Task item —
Type the records that follow again exactly as written, but drop the pictures.

=== Begin Enclosure ===

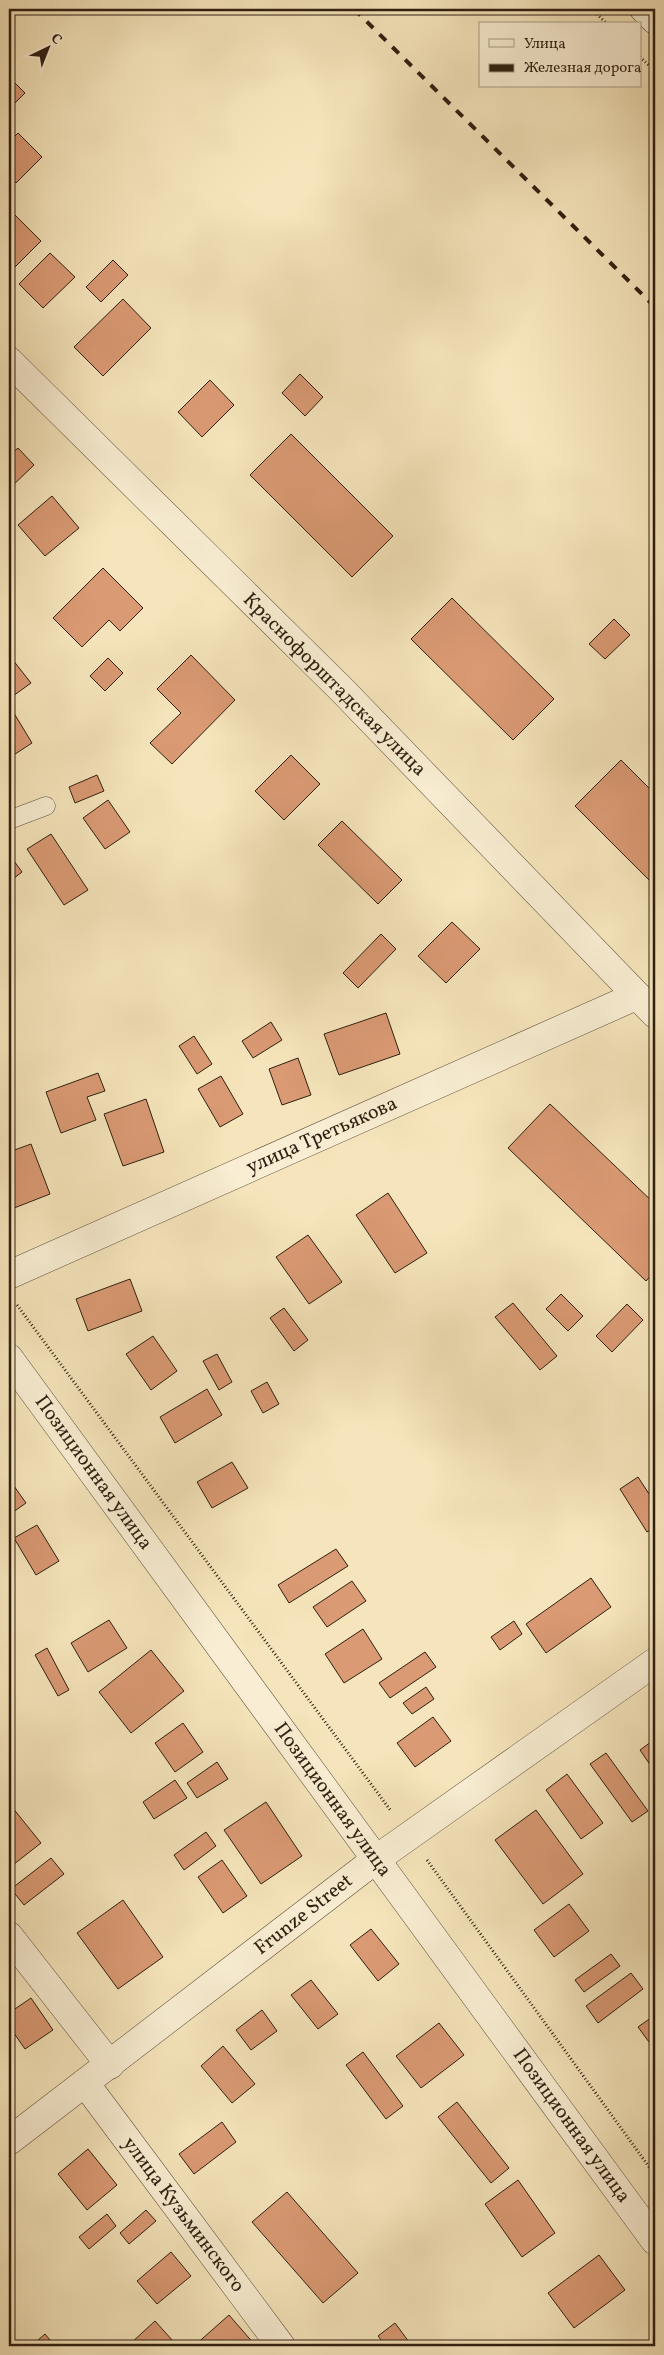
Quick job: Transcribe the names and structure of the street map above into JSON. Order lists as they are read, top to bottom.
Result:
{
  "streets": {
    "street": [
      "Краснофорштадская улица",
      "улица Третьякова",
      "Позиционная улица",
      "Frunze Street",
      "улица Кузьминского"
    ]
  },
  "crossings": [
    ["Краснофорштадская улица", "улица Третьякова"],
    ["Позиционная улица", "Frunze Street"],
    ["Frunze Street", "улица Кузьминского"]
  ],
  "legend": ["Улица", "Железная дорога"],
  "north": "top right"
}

=== End Enclosure ===

Solution for this task —
Quick job: Transcribe the names and structure of the street map above into JSON. Order lists as they are read, top to bottom.
Result:
{
  "streets": {
    "street": [
      "Краснофорштадская улица",
      "улица Третьякова",
      "Позиционная улица",
      "Frunze Street",
      "улица Кузьминского"
    ]
  },
  "crossings": [
    ["Краснофорштадская улица", "улица Третьякова"],
    ["Позиционная улица", "Frunze Street"],
    ["Frunze Street", "улица Кузьминского"]
  ],
  "legend": ["Улица", "Железная дорога"],
  "north": "top right"
}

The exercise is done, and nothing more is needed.